Chipotle's Chief Reputation Officer Laurie Schalow told TODAY that, to her knowledge, the company has not experienced a data breach.
"The privacy and security of our customer information is very important to us. Chipotle customer accounts, like customer accounts for many other retail, hotel, and restaurant companies, have had instances of credential stuffing. This occurs where user names and passwords stolen from other companies are tested to see if they work to access accounts at other companies," she said.
"Chipotle has not identified any indication that user names and passwords were taken from Chipotle’s network, and Chipotle does not retain the full payment card number after it is used for digital orders."
Schalow explained that Chipotle, much like other restaurants, is constantly working to ensure their customers' personal information is safe, saying, "We have taken steps to combat credential stuffing including engaging with law enforcement, requiring strong passwords and through technology.
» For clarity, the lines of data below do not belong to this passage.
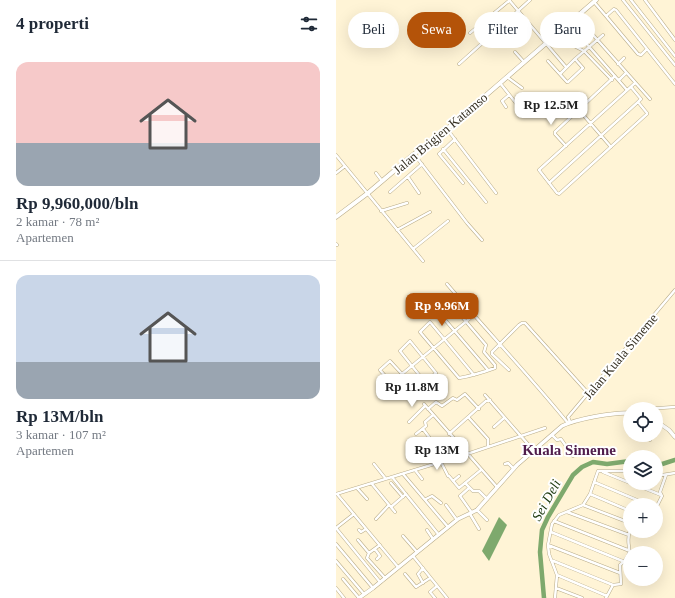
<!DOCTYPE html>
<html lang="id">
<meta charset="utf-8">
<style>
:root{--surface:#fff;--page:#f6f6f7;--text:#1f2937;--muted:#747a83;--line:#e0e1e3;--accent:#b45309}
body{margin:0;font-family:Georgia,serif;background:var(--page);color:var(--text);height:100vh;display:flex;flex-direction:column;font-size:15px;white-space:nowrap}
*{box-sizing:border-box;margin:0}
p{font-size:13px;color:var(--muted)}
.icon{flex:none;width:22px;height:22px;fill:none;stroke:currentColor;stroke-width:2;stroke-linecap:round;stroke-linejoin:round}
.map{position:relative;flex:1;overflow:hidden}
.details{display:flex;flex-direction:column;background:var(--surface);width:336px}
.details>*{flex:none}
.top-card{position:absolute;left:12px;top:12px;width:267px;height:36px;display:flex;gap:8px}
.controls{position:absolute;left:287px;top:402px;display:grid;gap:8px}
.controls a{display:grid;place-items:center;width:40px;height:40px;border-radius:50%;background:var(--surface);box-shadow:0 4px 16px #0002;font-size:20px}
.price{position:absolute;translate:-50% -34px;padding:0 9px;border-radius:8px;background:#fff;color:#222;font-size:13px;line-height:26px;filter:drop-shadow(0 1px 2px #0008)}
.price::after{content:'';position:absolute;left:50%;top:24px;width:12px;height:9px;margin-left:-6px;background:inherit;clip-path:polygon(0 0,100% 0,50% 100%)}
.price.current{background:var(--accent);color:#fff}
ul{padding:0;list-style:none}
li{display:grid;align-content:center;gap:8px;height:212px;padding:0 16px}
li+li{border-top:1px solid var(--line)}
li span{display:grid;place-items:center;height:124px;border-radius:12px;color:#555}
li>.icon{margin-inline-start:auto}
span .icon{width:72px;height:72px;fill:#fffc;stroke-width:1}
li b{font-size:17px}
h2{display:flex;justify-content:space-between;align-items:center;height:48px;padding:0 16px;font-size:17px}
.tag{padding:0 14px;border-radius:18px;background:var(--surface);box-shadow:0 4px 16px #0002;font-size:14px;line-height:36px}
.tag.current{background:var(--accent);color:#fff}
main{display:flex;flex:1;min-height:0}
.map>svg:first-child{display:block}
.water{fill:#7ea96d}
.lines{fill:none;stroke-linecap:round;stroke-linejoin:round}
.river{stroke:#7ea96d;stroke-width:4.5}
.street-casing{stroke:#b9ac89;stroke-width:3.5}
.secondary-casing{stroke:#b9ac89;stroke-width:4.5}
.primary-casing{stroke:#b9ac89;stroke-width:5}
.street{stroke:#fff;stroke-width:2.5}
.secondary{stroke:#fff;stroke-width:3.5}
.primary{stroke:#fff;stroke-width:4}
.labels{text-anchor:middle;stroke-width:4;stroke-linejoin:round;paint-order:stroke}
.street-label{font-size:13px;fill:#342e20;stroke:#fff}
.water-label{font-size:14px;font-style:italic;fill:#1b380d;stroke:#fff}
.quarter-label{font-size:15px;font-weight:bold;fill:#4f1c4b;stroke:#fff}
</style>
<main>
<section class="details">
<h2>4 properti<svg class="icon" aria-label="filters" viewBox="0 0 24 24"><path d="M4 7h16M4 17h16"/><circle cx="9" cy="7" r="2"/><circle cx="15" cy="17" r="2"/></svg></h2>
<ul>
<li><span style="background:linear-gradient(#f6c9c9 65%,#9aa5b1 0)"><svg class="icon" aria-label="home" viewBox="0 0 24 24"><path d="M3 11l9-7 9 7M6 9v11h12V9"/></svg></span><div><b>Rp 9,960,000/bln</b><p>2 kamar · 78 m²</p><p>Apartemen</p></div></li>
<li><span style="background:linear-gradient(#c9d6e8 70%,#9aa5b1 0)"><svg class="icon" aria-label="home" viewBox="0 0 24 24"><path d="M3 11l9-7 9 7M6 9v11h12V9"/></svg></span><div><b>Rp 13M/bln</b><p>3 kamar · 107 m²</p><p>Apartemen</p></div></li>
</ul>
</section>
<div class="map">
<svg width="339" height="598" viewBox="0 0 339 598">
<rect width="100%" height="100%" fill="#fff4d6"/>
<path class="water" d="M163,517L171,525L153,561L146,551Z"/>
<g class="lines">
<path class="river" d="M320,466L339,460
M208,598L204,552L206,530L212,517L237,475L246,467L257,462L271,464L294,461"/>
<g class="street-casing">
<path id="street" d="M173,0L230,67
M287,0L339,65
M295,0L339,56
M309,0L339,40
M258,2L270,16L278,9L280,10L339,84
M270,16L302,54L305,55L311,49
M212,24L221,33
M250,27L314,99
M224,32L236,45L248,51L276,80
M134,33L174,0
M242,34L291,90
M179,52L188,62
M239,59L267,35
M212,61L231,82H232L247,68L239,59L224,74
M123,64L194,0
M282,64L288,58
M171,77L186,88
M283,80L290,73
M164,83L183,107
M295,87L305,99L302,102L311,113V114L223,194L221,193L203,170L204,169L299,83
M170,107L166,101L173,95
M243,110L275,147
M111,129L160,193
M119,139L103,154L127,183
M230,146L219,134V132L279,76
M107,149L150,202
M78,154L131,223L146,240
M0,155L87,261
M0,173L9,166
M40,173L46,181
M72,177L83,193
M213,183L302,102
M54,192L86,164
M45,211L71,203
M61,230L94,212
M0,244L1,245
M77,249L112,221
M111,284C151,331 193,375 232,423
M173,370L156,354V352L183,325L186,323H189L252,393
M66,374L138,315
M138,375L94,322L84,332L123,378C135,376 148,372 159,368V365L148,352L150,345L115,304L104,314L152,370
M74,384H56L44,370L54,361L78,387L80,388L88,381L64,351L74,341L100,373L91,381H88
M149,395L198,451
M88,404L161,487
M92,409L100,402L106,406L117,398L121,400L129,394L143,409
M309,409L339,407
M133,418L152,439V447
M73,422L89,406
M234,422L232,417L339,290
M158,427L168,418
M87,429L93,437
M80,434L90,426L89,422L97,415
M113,434L150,401L154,400
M216,435L221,440L225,439L237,456
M313,435L314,440
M112,456L124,447
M105,462L112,476H113L123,488L145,470
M38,464L50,479
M169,464L172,463L178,469
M79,470L86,479
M267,472L294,483
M67,474L112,527
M320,476L339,473
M56,477L103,535
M117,481L123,476
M258,482L313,505
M55,483L67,497
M129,483L137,491H143L151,499
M295,483L325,495
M36,484L59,512
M21,488L31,499
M133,488L124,496L136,513
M0,494L131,454L209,428
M1,494L62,567
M254,494L294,511
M90,499L96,496L105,503
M110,505L121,520
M247,505L294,523
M55,507L70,494
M320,508L326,496L324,492L330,475
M141,510L151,520
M231,512L293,535
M134,514L143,529
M40,519L53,505
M218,521L294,551
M0,528L44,582
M0,528L18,514
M23,530L25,532L30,529
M91,530L97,539
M215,532L289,562
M67,536L81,552
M22,540L33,553L31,558L49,578
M0,544L37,588
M212,545L284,573
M39,549L44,556L41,559
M33,553L44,545
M77,556L111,598
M215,560L277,585
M0,561L28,594
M87,568L82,574L87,583
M69,574L80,587L94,578
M221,575L271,596
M7,579L23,598
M0,588L8,598
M220,588L246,598
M99,598L94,592L101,586
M219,598L221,575L213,554L212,545L216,524L223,515L247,505L254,494L262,471H294
M270,598L277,585L285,584L284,565C301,551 288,547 294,530"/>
</g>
<g class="secondary-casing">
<path id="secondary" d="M320,421L333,430L339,437
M23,598L37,588L122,519L141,510L181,465L226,426C240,419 278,412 294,413"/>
</g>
<g class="primary-casing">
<path id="primary" d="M0,217L32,193L78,154L111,129L260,0"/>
</g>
<use href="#street" class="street"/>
<use href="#secondary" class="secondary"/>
<use href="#primary" class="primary"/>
</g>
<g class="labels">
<g class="street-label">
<text transform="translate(104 133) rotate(-40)" y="5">Jalan Brigjen Katamso</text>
<text transform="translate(284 356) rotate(-50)" y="5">Jalan Kuala Simeme</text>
</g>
<g class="water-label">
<text transform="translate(210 500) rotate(-61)" y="5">Sei Deli</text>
</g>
<g class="quarter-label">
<text x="233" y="455">Kuala Simeme</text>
</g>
</g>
</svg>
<div class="controls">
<a><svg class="icon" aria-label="locate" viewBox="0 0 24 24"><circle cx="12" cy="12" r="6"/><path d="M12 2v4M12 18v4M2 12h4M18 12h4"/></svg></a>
<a><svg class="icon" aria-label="layers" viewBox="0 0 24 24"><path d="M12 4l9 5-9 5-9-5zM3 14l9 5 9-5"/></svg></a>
<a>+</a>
<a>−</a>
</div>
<b class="price" style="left:215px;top:126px">Rp 12.5M</b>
<b class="price current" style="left:106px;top:327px">Rp 9.96M</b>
<b class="price" style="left:76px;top:408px">Rp 11.8M</b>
<b class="price" style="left:101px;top:471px">Rp 13M</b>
<div class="top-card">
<a class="tag">Beli</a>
<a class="tag current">Sewa</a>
<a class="tag">Filter</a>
<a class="tag">Baru</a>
</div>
</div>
</main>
We also engage security firms to evaluate our security measures"
If customers do experience issues, Schalow encouraged them to email the chain's support team at CustomerServiceTeam@chipotle.com.
With more stores offering mobile services, consumers are often curious about how best to protect their personal information in the digital age. In 2018, cybersecurity expert Jim Stickley told TODAY that consumers should be wary of joining public Wi-Fi accounts that can easily be hacked, and people should also install anti-virus software on their phones and laptops.
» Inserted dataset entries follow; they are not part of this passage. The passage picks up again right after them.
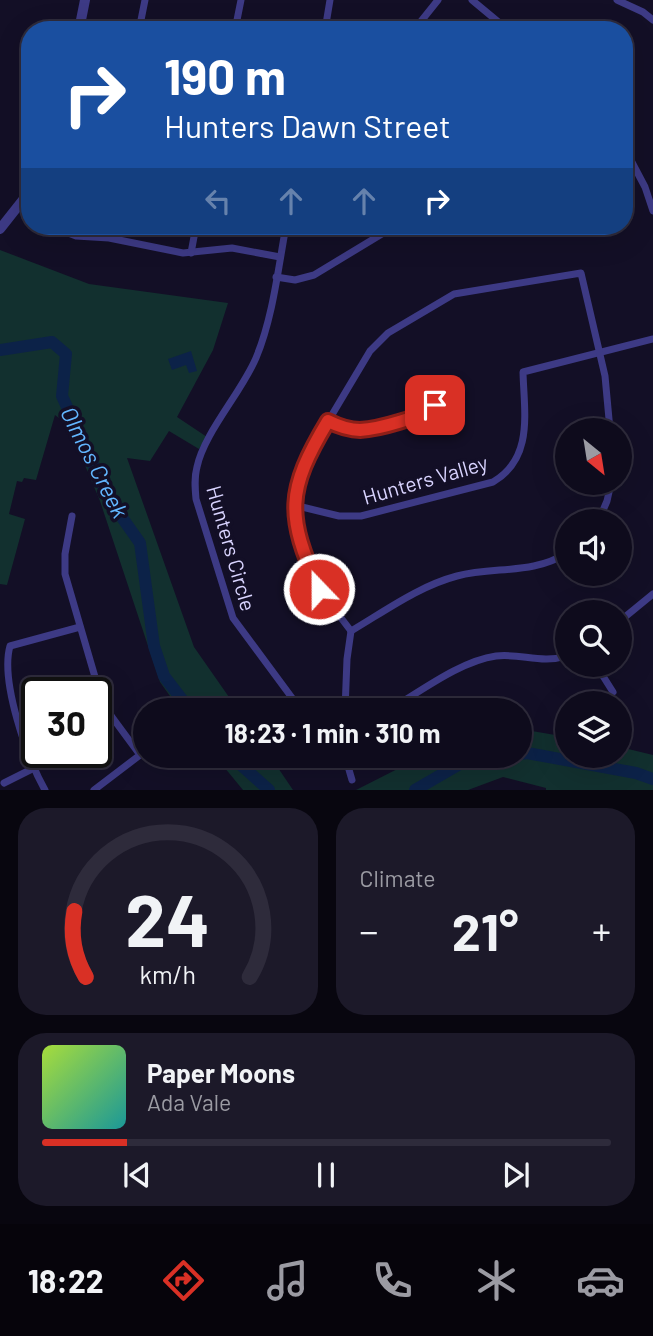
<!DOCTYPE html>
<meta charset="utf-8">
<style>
body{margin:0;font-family:Barlow,sans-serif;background:#1c1929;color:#f1f3f6;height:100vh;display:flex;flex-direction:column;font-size:26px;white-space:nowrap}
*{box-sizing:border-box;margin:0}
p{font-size:23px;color:#9b9ba3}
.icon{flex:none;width:38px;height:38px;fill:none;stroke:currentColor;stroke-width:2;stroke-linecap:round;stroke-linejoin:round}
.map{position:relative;height:790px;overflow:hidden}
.sheet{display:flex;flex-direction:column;gap:18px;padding:18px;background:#08060f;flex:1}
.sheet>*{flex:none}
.guide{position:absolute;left:21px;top:21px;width:612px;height:214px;border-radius:28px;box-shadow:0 7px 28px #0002,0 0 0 2px #2e2b3b;background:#1a4fa0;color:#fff;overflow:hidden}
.needle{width:46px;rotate:150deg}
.tools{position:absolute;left:555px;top:418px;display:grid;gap:14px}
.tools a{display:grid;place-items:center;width:77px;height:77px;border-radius:50%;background:#0e0b1c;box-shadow:0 7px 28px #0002,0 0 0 2px #2e2b3b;font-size:35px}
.speed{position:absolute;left:21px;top:677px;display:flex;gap:14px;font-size:35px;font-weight:700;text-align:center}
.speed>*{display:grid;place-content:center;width:91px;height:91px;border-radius:50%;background:#0e0b1c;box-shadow:0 7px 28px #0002,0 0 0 2px #2e2b3b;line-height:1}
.speed .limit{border:4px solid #111;border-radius:10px;background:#fff;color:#111}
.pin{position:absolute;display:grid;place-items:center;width:60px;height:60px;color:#fff;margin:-30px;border-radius:14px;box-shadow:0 4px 10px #0006}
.me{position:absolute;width:77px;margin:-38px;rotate:338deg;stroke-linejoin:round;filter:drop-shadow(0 0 5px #0008)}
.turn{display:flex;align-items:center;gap:24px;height:147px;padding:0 28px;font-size:32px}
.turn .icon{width:91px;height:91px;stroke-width:2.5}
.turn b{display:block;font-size:49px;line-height:60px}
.lanes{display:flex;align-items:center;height:66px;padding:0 28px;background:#0003;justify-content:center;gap:35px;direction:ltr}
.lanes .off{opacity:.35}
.big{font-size:52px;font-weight:700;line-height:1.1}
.sheet .tile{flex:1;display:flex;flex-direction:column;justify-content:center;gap:10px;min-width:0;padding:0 24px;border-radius:28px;background:#1c1929}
.sheet .dial{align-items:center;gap:0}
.dial svg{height:182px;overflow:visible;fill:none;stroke:#2e2b3b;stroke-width:7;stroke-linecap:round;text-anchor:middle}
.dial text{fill:#f1f3f6;stroke:none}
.song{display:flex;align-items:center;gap:21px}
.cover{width:84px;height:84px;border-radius:10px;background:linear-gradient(135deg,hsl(80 70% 55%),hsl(180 70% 35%))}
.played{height:7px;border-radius:4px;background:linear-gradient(90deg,#d93025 15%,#2e2b3b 15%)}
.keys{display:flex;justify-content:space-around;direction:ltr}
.heat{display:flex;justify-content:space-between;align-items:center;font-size:38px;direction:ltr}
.sheet .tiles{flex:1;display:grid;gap:18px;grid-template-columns:1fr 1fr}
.tile:last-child{grid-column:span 2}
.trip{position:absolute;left:133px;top:698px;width:399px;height:70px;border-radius:35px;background:#0e0b1c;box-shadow:0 7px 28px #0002,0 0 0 2px #2e2b3b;font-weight:700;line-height:70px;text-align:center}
.menu{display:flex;height:112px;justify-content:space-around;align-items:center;background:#06040b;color:#9b9ba3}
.menu .icon{width:49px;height:49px}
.menu .active{color:#d93025}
.menu b{font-size:32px;color:#f1f3f6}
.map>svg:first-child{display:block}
.green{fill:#12302f}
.water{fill:#0c2248}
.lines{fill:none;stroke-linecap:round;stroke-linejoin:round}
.river{stroke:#0c2248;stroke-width:12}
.minor{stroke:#3d3a85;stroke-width:7}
.tertiary{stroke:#3d3a85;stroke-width:10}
.route-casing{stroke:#8d1f18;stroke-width:18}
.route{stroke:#d93025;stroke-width:12}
.labels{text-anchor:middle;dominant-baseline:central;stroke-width:7;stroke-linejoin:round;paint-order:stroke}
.street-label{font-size:21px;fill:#d9d4ff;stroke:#130f26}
.water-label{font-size:23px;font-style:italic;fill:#62b6ff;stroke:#130f26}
</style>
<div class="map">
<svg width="653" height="790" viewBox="0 0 653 790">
<rect width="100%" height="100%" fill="#130f26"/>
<g class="green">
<polygon points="0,250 89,284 228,303 213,350 177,417 207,437 199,449 169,431 150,461 127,458 194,647 238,710 180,710 160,682 100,501 68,425 55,415 36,480 24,478 22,482 17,481 9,514 25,519 7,585 0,584"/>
<polygon points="520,729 567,737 567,756 620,756 620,747 653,755 653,790 546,790 546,788 503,777 468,790 356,790 423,756 520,756"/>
<polygon points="215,756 270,756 293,790 243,790"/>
</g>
<polygon class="water" points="191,351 197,371 189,373 186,365 172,370 168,359"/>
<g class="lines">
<g class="river">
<polyline points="0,350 52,342 66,354 62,396 109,499 140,543 154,646 164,676 190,710"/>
<polyline points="520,754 527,753 636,773 653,779"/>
<polyline points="231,756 269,790"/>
<polyline points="415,790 470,758 496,756"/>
</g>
<g class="minor">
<polyline points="472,0 508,30"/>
<polyline points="617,0 643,12 653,20"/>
<polyline points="139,30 145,0"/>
<polyline points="235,30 241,0"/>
<polyline points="325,30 330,0"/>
<polyline points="414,30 438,0"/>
<polyline points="625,149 645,187 653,211"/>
<polyline points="20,204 30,211"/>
<polyline points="50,226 76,236 109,238 183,253 232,248 280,257"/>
<path d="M286,226C278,269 273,317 256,358C241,393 204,433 197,467C194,478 195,488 196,499L233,618L301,710"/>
<polyline points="191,253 196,226"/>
<polyline points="276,277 295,280 314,275 395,226"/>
<path d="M328,421C338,426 349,430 360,430C378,429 424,417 435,405"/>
<path d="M294,505L339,516H361L493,482C534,458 524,412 523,372L653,339"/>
<polyline points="72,516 65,554 65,574 102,701 112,717 140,755 94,790"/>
<polyline points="598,522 607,501 611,483"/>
<polyline points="620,621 653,594"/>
<polyline points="351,631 319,589 296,523 294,505 311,450 370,351 388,333 454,294 581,273 605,376 610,430"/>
<path d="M351,631C385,611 419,586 457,576C495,566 532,575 567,553"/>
<polyline points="596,665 613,692"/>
<polyline points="345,710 347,659 351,631"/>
<path d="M389,710C420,692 460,661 496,656C521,653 541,664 567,656"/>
<polyline points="345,756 352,780"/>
<polyline points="4,783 34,768"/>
<path d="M45,790C27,758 0,681 10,646L80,627"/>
</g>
<g class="tertiary">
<polyline points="79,30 85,0"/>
<polyline points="0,229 30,191"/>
</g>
</g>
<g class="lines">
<g class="route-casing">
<path id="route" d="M319,589C286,515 286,491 328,421C338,426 349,430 360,430C378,429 424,417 435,405"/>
</g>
<use href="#route" class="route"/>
</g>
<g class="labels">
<g class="street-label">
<text transform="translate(425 479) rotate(-16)">Hunters Valley</text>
<text transform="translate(232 548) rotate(74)">Hunters Circle</text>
</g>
<g class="water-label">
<text transform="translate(95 462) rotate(63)">Olmos Creek</text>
</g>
</g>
</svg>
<div class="tools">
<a><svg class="needle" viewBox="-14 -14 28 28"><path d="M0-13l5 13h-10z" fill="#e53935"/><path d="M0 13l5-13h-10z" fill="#9b9ba3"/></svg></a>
<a><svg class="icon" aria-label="sound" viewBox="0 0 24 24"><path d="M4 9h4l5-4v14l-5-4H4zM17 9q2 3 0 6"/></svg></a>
<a><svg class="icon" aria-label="search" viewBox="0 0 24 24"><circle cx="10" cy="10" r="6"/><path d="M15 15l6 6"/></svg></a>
<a><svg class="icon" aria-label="layers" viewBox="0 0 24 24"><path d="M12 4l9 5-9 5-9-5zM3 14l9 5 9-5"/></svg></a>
</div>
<div class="speed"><div class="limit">30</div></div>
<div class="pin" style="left:435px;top:405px;background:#d93025"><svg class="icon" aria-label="arrive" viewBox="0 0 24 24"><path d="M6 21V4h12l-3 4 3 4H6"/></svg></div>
<svg class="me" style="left:319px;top:589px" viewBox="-20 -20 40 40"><circle r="17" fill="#d93025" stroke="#fff" stroke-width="3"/><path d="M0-11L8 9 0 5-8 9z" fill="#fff"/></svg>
<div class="trip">18:23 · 1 min · 310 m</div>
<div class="guide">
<div class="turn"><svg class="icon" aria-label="right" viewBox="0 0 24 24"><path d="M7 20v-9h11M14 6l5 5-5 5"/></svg><div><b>190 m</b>Hunters Dawn Street</div></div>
<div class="lanes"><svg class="icon off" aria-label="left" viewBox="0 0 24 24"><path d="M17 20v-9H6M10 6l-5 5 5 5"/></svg><svg class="icon off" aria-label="ahead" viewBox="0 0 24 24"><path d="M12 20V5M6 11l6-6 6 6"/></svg><svg class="icon off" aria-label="ahead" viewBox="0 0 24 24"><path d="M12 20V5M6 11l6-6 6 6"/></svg><svg class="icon" aria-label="right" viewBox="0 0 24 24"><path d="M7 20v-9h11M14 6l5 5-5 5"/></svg></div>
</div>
</div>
<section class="sheet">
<div class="tiles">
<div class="tile dial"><svg viewBox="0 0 100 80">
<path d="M14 69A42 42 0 1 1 86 69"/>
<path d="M14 69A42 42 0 0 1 9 40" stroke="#d93025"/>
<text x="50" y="56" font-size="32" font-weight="700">24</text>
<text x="50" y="72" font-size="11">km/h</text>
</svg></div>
<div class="tile"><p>Climate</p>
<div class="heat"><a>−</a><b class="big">21°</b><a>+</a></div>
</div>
<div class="tile">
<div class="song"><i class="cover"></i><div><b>Paper Moons</b><p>Ada Vale</p></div></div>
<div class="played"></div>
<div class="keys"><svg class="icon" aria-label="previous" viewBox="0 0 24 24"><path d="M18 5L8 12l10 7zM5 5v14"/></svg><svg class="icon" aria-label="pause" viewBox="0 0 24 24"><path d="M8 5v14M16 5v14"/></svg><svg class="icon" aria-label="next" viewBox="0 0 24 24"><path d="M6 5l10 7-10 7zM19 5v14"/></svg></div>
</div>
</div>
</section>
<nav class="menu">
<b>18:22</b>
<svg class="icon active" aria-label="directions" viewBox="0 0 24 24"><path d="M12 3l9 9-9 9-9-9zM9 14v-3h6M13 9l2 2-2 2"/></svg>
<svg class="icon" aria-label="music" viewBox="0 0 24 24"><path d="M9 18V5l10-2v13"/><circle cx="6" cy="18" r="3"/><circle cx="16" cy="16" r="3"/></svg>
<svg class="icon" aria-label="phone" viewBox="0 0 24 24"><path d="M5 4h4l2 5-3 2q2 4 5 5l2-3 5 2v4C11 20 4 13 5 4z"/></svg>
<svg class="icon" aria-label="climate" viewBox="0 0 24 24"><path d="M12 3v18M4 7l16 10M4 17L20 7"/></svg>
<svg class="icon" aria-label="car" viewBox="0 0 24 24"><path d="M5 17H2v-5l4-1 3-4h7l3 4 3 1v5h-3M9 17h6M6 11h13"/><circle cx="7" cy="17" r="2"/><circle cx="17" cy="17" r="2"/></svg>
</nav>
This isn't the first time Chipotle customers have had to deal with fraudulent charges in recent years.
In April, fans of the fast casual chain took to Twitter to let Chipotle know they'd seen suspicious activity on their accounts. At the time, a Chipotle rep told TODAY that they had "no indication of any breach of Chipotle’s databases or systems."
The company did, however, experience a malware issue in 2017 when hackers stole customer information at stores nationwide.
This fall, Chipotle faced criticism over a totally different type of less-than-stellar consumer experience. In September, the chain made headlines when many customers complained they had been served brown and underripe guacamole. Fans of the burrito chain were concerned that the restaurant had changed its recipe, but it turns out the discolored guac was due to seasonal changes in the restaurant's avocado supply.